I'm looking into different order finding algorithms, and something i often notice is that a specific order happens more often than other orders for elements in the multiplicative group $\mathbb{Z}_n^*$.
For example in $\mathbb{Z}_{77}^*$. The order is often 30. I found this by the following elements: 8,9,10,12,18... And this are just the ones i checked.
Is there some theorem about which orders are possible in a certain group $\mathbb{Z}_n^*$? Or how much each order occurs?
The simplest answer is when $n=p$, a prime.
Then the multiplicative group $\mathbb{Z}_p^*$ is cyclic of order $p-1$ and so the orders that occur are exactly the divisors of $p-1$. Moreover, if $d$ divides $p-1$, then there are exactly $\phi(d)$ elements of order $d$ in $\mathbb{Z}_p^*$.
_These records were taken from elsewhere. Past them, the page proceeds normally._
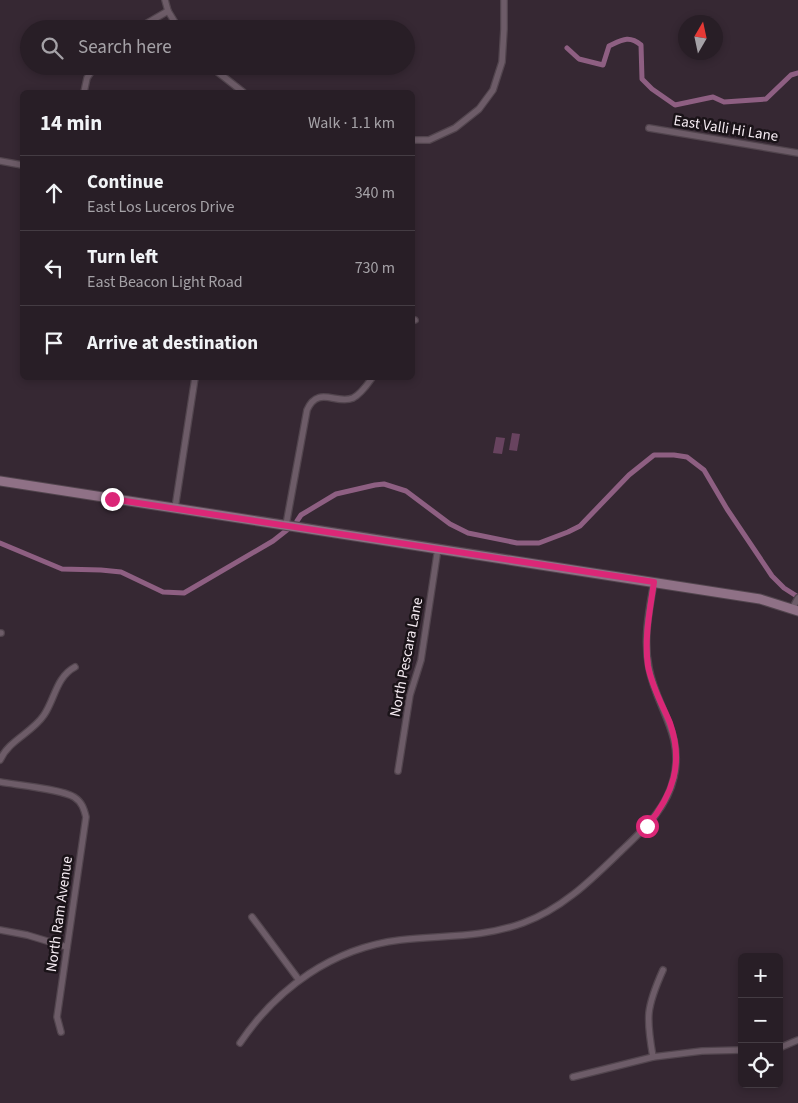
<!DOCTYPE html>
<meta charset="utf-8">
<style>
body{margin:0;font-family:"Source Sans 3",sans-serif;background:#30272e;color:#f1f3f6}
.controls{position:absolute;right:15px;bottom:15px;display:grid;overflow:hidden;border-radius:8px;box-shadow:0 2px 8px #0003}
.controls button{width:45px;height:45px;display:grid;place-items:center;padding:0;border:0;border-bottom:1px solid #443c43;background:#281e26;color:#f1f3f6;font:25px sans-serif}
.compass{position:absolute;left:678px;top:15px;width:45px;height:45px;border-radius:50%;background:#281e26;box-shadow:0 2px 8px #0003;rotate:9deg}
.stop{position:absolute;width:15px;height:15px;margin:-11px;border:4px solid #db2777;border-radius:50%;background:#fff}
.stop.end{background:#db2777;border-color:#fff;box-shadow:0 1px 5px #0008}
.list{margin:0;padding:0;list-style:none}
h2{display:flex;justify-content:space-between;align-items:center;height:65px;margin:0;padding:0 20px;font-size:21px}
h2 small{font-size:16px;font-weight:400;color:#a5a2a7}
.list li{display:grid;grid-template-columns:32px 1fr auto;gap:15px;align-items:center;box-sizing:border-box;height:75px;padding:0 20px;border-top:1px solid #443c43}
.list b{display:block;font-size:19px;white-space:nowrap}
.list p{margin:0;font-size:16px;white-space:nowrap;color:#a5a2a7}
.list em{font-size:16px;font-style:normal;color:#a5a2a7}
.icon{flex:none;width:28px;height:28px;fill:none;stroke:currentColor;stroke-width:2;stroke-linecap:round;stroke-linejoin:round}
.map{position:relative;flex:none;width:798px;height:1103px;overflow:hidden}
.search{position:absolute;background:#281e26;box-shadow:0 2px 8px #0003;left:20px;top:20px;width:395px;height:55px;display:flex;align-items:center;gap:12px;box-sizing:border-box;padding:0 18px;border-radius:28px;color:#a5a2a7;font-size:19px}
.panel{position:absolute;background:#281e26;box-shadow:0 2px 8px #0003;left:20px;top:90px;width:395px;height:290px;border-radius:8px}
.map>svg:first-child{display:block}
</style>
<div class="map">
<svg width="798" height="1103" viewBox="0 0 798 1103">
<rect width="100%" height="100%" fill="#362833"/>
<!-- green -->
<g fill="#68435f">
<polygon points="512,433 520,434 517,451 509,450"/>
<polygon points="496,437 505,438 502,454 493,453"/>
</g>
<g fill="none" stroke-linecap="round" stroke-linejoin="round">
<!-- canal -->
<g stroke="#8e5f82" stroke-width="5">
<path d="M567,48l12,11 24,6 6,-19c13,-6 20,-11 32,-1l1,34 10,10 23,16 38,-8 11,5 42,-3 25,-24 7,-2"/>
<polyline points="297,521 301,515 336,494 375,485 384,484 406,491 450,524 468,533 517,543 539,543 568,532 580,526 629,475 654,455 674,455 687,457 704,470 727,509 772,576 784,588 798,597"/>
<polyline points="0,543 62,569 101,570 121,572 163,592 184,593 273,541 287,530"/>
</g>
<defs>
<g id="minor">
<polyline points="165,0 168,11 179,29"/>
<polyline points="137,29 168,11"/>
<polyline points="210,66 243,92"/>
<polyline points="84,92 87,78 95,66"/>
<polyline points="649,128 798,153"/>
<polyline points="412,140 429,140 455,128 479,109 493,90 502,62 504,29 504,0"/>
<polyline points="0,161 22,165"/>
<polyline points="412,321 415,320"/>
<polyline points="175,508 195,378"/>
<path d="M286,525l21,-115c11,-25 29,-5 46,-12 8,-4 14,-13 19,-20"/>
<polyline points="792,609 798,598"/>
<polyline points="0,633 1,633"/>
<path d="M0,760c9,-20 32,-27 44,-45 11,-16 12,-38 31,-48"/>
<polyline points="398,771 410,695 421,660 438,548"/>
<path d="M0,782c17,3 61,7 74,15 8,5 10,12 12,20l-29,200 4,15"/>
<polyline points="252,917 299,980"/>
<polyline points="0,930 27,935 67,947"/>
<path d="M240,1043c37,-55 93,-95 160,-103 43,-5 82,-2 123,-17 39,-14 68,-43 97,-71 23,-22 47,-43 54,-75 10,-43 -18,-70 -25,-109 -6,-29 0,-58 5,-86"/>
<polyline points="779,1048 798,1040"/>
<path d="M653,1057c-7,-40 -7,-49 10,-87"/>
<polyline points="573,1077 653,1057 702,1051 742,1050"/>
</g>
<polyline id="secondary" points="0,481 760,599 798,611"/>
</defs>
<!-- minor casing -->
<use href="#minor" stroke="#52454e" stroke-width="8"/>
<!-- secondary casing -->
<use href="#secondary" stroke="#52454e" stroke-width="11"/>
<!-- minor -->
<use href="#minor" stroke="#6d5c68" stroke-width="5.5"/>
<!-- secondary -->
<use href="#secondary" stroke="#8f7186" stroke-width="9"/>
</g>
<g fill="none" stroke-linecap="round" stroke-linejoin="round">
<!-- route -->
<path stroke="#db2777" stroke-width="6" d="M112,499l542,83c-4,28 -10,56 -6,84 4,21 14,38 22,57 14,40 3,72 -23,103"/>
</g>
<g text-anchor="middle" stroke-width="5" stroke-linejoin="round" paint-order="stroke">
<!-- street labels -->
<g font-size="15" fill="#f5ebf2" stroke="#1a1318">
<text transform="translate(726 128) rotate(9)" y="5">East Valli Hi Lane</text>
<text transform="translate(406 657) rotate(-79)" y="5">North Pescara Lane</text>
<text transform="translate(59 914) rotate(-82)" y="5">North Ram Avenue</text>
</g>
</g>
</svg>
<div class="controls">
<button>+</button>
<button>−</button>
<button><svg class="icon" aria-label="locate" viewBox="0 0 24 24"><circle cx="12" cy="12" r="6"/><path d="M12 2v4M12 18v4M2 12h4M18 12h4"/></svg></button>
</div>
<svg class="compass" viewBox="-18 -18 36 36"><path d="M0-13l5 13h-10z" fill="#e53935"/><path d="M0 13l5-13h-10z" fill="#a5a2a7"/></svg>
<div class="stop" style="left:647px;top:826px"></div>
<div class="stop end" style="left:112px;top:499px"></div>
<div class="search"><svg class="icon" aria-label="search" viewBox="0 0 24 24"><circle cx="10" cy="10" r="6"/><path d="M15 15l6 6"/></svg>Search here</div>
<section class="panel">
<h2>14 min<small>Walk · 1.1 km</small></h2>
<ul class="list">
<li><svg class="icon" aria-label="ahead" viewBox="0 0 24 24"><path d="M12 20V5M6 11l6-6 6 6"/></svg><div><b>Continue</b><p>East Los Luceros Drive</p></div><em>340 m</em></li>
<li><svg class="icon" aria-label="left" viewBox="0 0 24 24"><path d="M17 20v-9H6M10 6l-5 5 5 5"/></svg><div><b>Turn left</b><p>East Beacon Light Road</p></div><em>730 m</em></li>
<li><svg class="icon" aria-label="arrive" viewBox="0 0 24 24"><path d="M6 21V4h12l-3 4 3 4H6"/></svg><div><b>Arrive at destination</b></div></li>
</ul>
</section>
</div>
Now take $n=pq$, where $p$ and $q$ are primes.
Then $\mathbb{Z}_{pq}^* \cong \mathbb{Z}_p^* \times \mathbb{Z}_q^*$. The order of $(a,b)$ is $lcm(o(a),o(b))$. The exact number of elements of a given order is not so easy to see in this representation, but it can be done with some work.
To take your example, with $n=77=7\cdot11$, we get this table of orders of elements of $\mathbb{Z}_{77}^*$: $$ \begin{matrix} & & & o(b) \\ o(a) & 1 & 2 & 5 & 10 \\ 1 & 1 & 2 & 5 & 10 \\ 2 & 2 & 2 & 10 & 10 \\ 3 & 3 & 6 & 15 & 30 \\ 6 & 6 & 6 & 30 & 30 \\ \end{matrix} $$ Complement this table with how many elements $a\in\mathbb{Z}_{7}^*$ and $b\in\mathbb{Z}_{11}^*$ exist of each possible order, and you get the same for $\mathbb{Z}_{77}^*$.
The general case is analogous but of course more complicated. First, decompose $\mathbb{Z}_n^*$ as a product of $\mathbb{Z}_{p^e}^*$ for each prime power that appears in the factorization of $n$. Then $\mathbb{Z}_{p^e}^*$ is cyclic and you can proceed as above.